All eyes on the eagles: Eagle Days 2012

Cashel Nelson, 8, looks through a scope at the eagle overlook in Prairie du Sac during Bald Eagle Watching Days 2010 while his friend from Madison's Goodman Community Center Qarly Haywood, 8, awaits her turn.By Jeremiah Tucker, Sauk Prairie Eagle.
Now one of the longest-running events of its kind in the state, Sauk Prairie’s Bald Eagle Watching Days began life as a token of thanks from the state to eagle-deprived volunteers.

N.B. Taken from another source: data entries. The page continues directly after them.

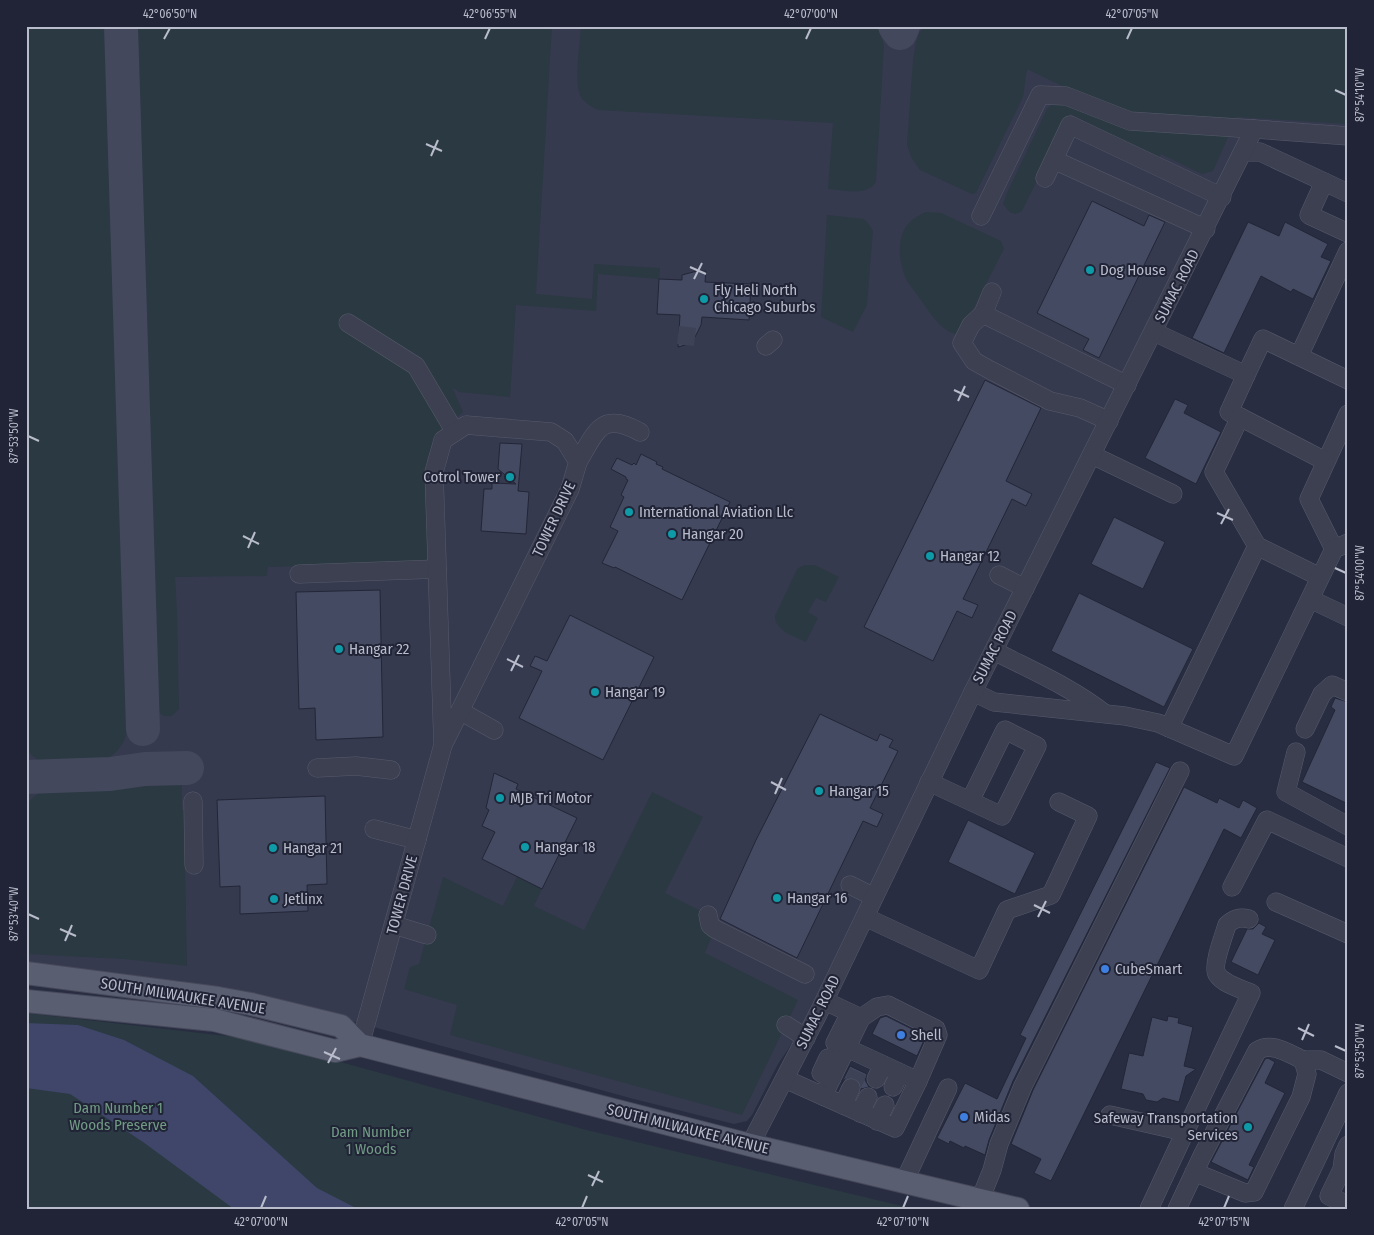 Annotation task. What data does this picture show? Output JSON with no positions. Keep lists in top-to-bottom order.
{
  "streets": {
    "main road": ["SOUTH MILWAUKEE AVENUE"],
    "street": ["SUMAC ROAD", "TOWER DRIVE"]
  },
  "crossings": [
    ["SUMAC ROAD", "SOUTH MILWAUKEE AVENUE"],
    ["TOWER DRIVE", "SOUTH MILWAUKEE AVENUE"]
  ],
  "parks": ["Dam Number 1 Woods Preserve", "Dam Number 1 Woods"],
  "places": [
    "Dog House",
    "Fly Heli North Chicago Suburbs",
    "Cotrol Tower",
    "International Aviation Llc",
    "Hangar 20",
    "Hangar 12",
    "Hangar 22",
    "Hangar 19",
    "Hangar 15",
    "MJB Tri Motor",
    "Hangar 18",
    "Hangar 21",
    "Hangar 16",
    "Jetlinx",
    "CubeSmart",
    "Shell",
    "Midas",
    "Safeway Transportation Services"
  ],
  "coordinates": [
    "42°06'50\"N",
    "42°06'55\"N",
    "42°07'00\"N",
    "42°07'05\"N",
    "87°54'10\"W",
    "87°53'50\"W",
    "87°54'00\"W",
    "87°53'40\"W",
    "42°07'10\"N",
    "42°07'15\"N"
  ]
}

Randy Jurewicz, a retired biologist with the Wisconsin Department of Natural Resources, helped organize the first official Eagle Watching Days in Sauk Prairie 25 years ago. The event, he said, grew out of a national census of eagles organized by the National Wildlife Federation.

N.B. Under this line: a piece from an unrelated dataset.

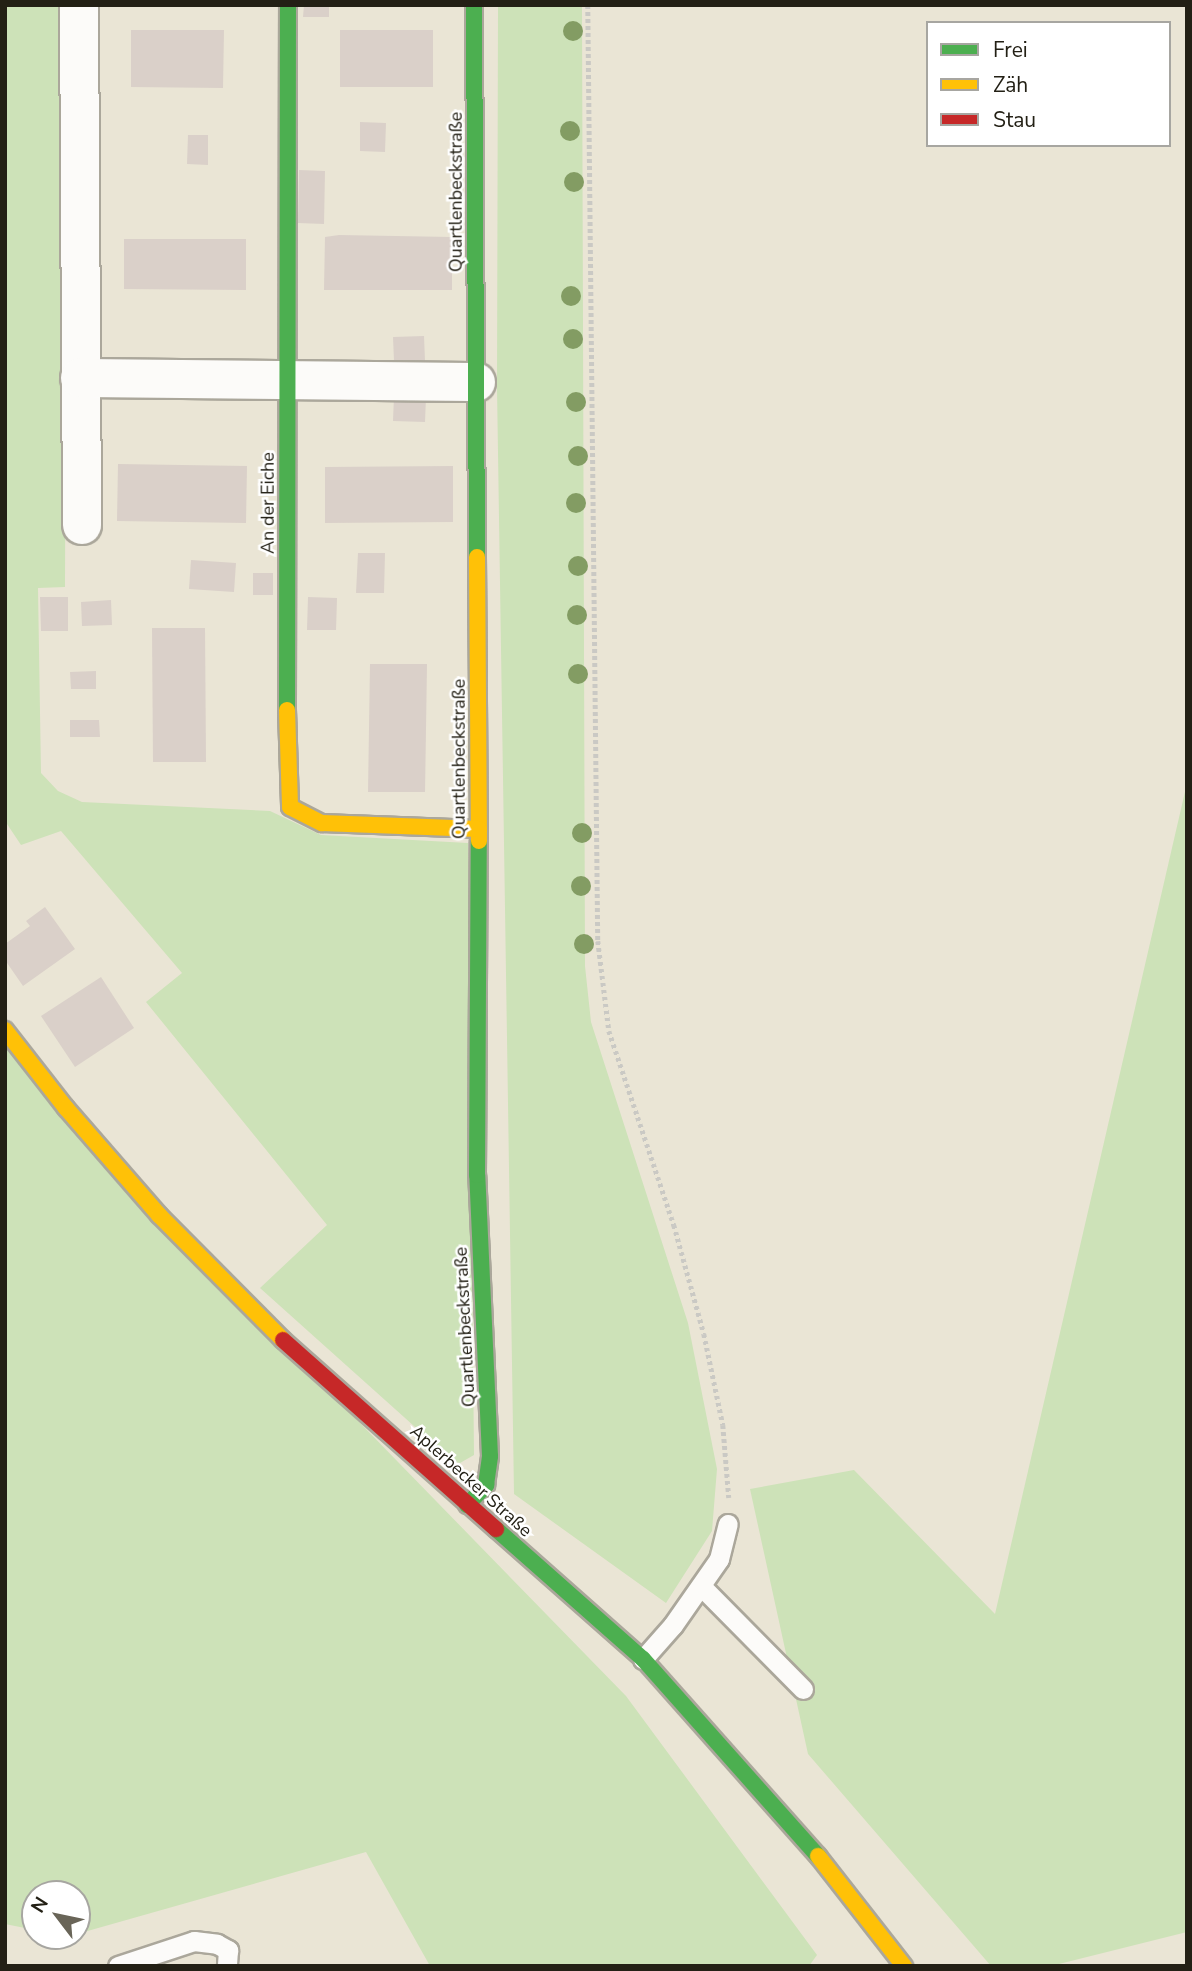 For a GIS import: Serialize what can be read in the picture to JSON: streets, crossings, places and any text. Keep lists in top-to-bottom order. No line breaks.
{"streets":{"street":["Quartlenbeckstraße","An der Eiche","Aplerbecker Straße"]},"crossings":[["Quartlenbeckstraße","An der Eiche"],["Quartlenbeckstraße","Aplerbecker Straße"]],"legend":["Frei","Zäh","Stau"],"north":"top left"} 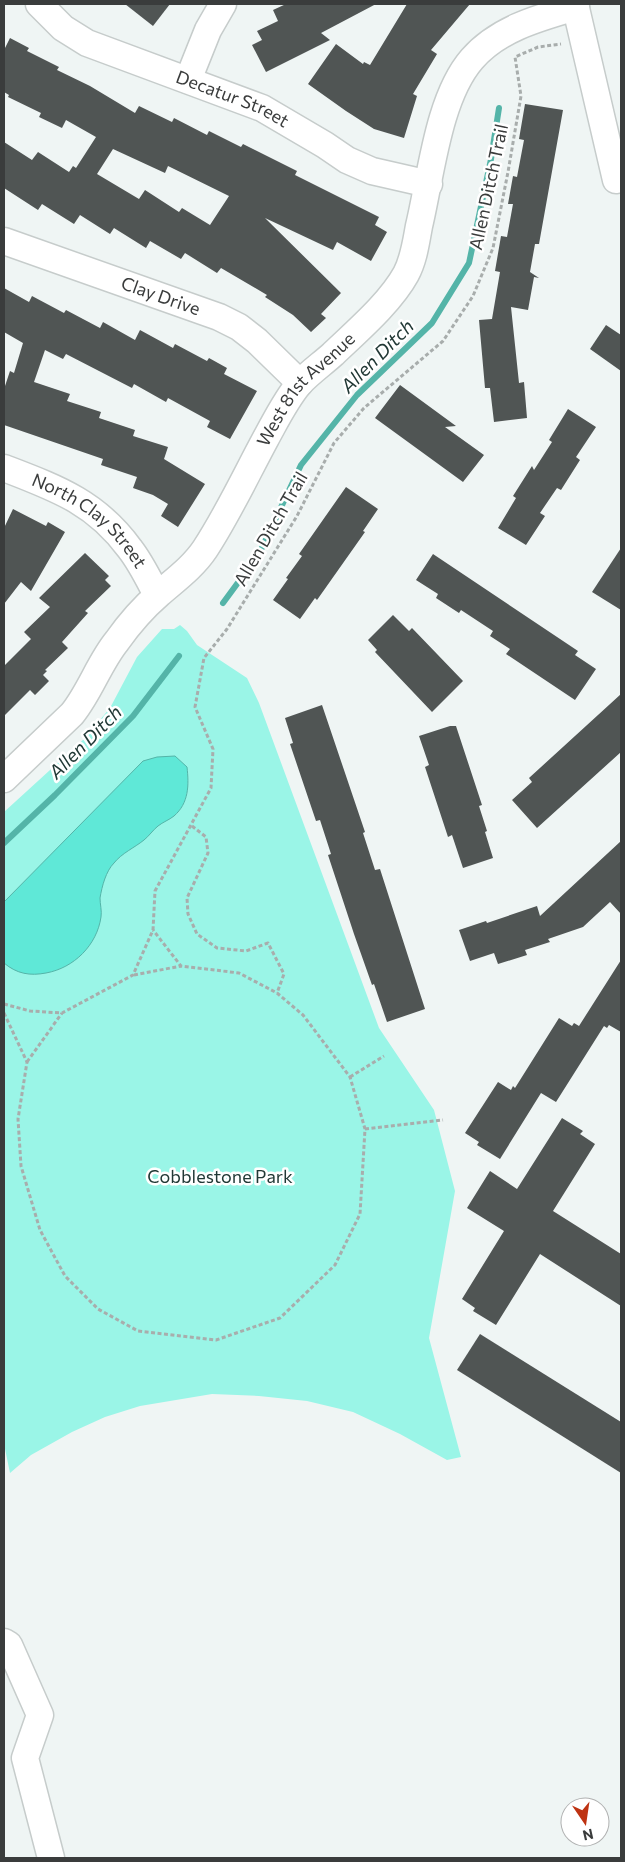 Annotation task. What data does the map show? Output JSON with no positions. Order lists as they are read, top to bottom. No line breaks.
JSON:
{"streets":{"street":["Decatur Street","Clay Drive","West 81st Avenue","North Clay Street"],"path":["Allen Ditch Trail"]},"crossings":[["Decatur Street","West 81st Avenue"],["Clay Drive","West 81st Avenue"],["West 81st Avenue","North Clay Street"]],"water":["Allen Ditch"],"parks":["Cobblestone Park"],"north":"bottom"}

“We tried to get volunteers to go out all over the state and look for bald eagles,” Jurewicz said. “Now, it’s pretty easy to get people to look for eagles where they’re pretty certain to see them and enjoy them.”

It was more difficult, he said, to persuade volunteers to traipse into regions where there were almost no eagles and confirm their absence for the official count.

“So we said, ‘You do this, and we’ll tell you what, the second Saturday of January in Sauk City, we’ll all get to see eagles together,'” Jurewicz said. “We were trying to entice these volunteers to go to these areas and report a few eagles, if any, and guarantee that by coming to Sauk City we’d show them some eagles and have hot chocolate and free spotting scopes.”

At the time, it was a well-kept secret that every winter when some Sauk Prairie residents decamped for warmer locales, other snowbirds arrived seeking the open water around the dam, the bluffs surrounding the Wisconsin River and the easy food available on the wide-open farming fields.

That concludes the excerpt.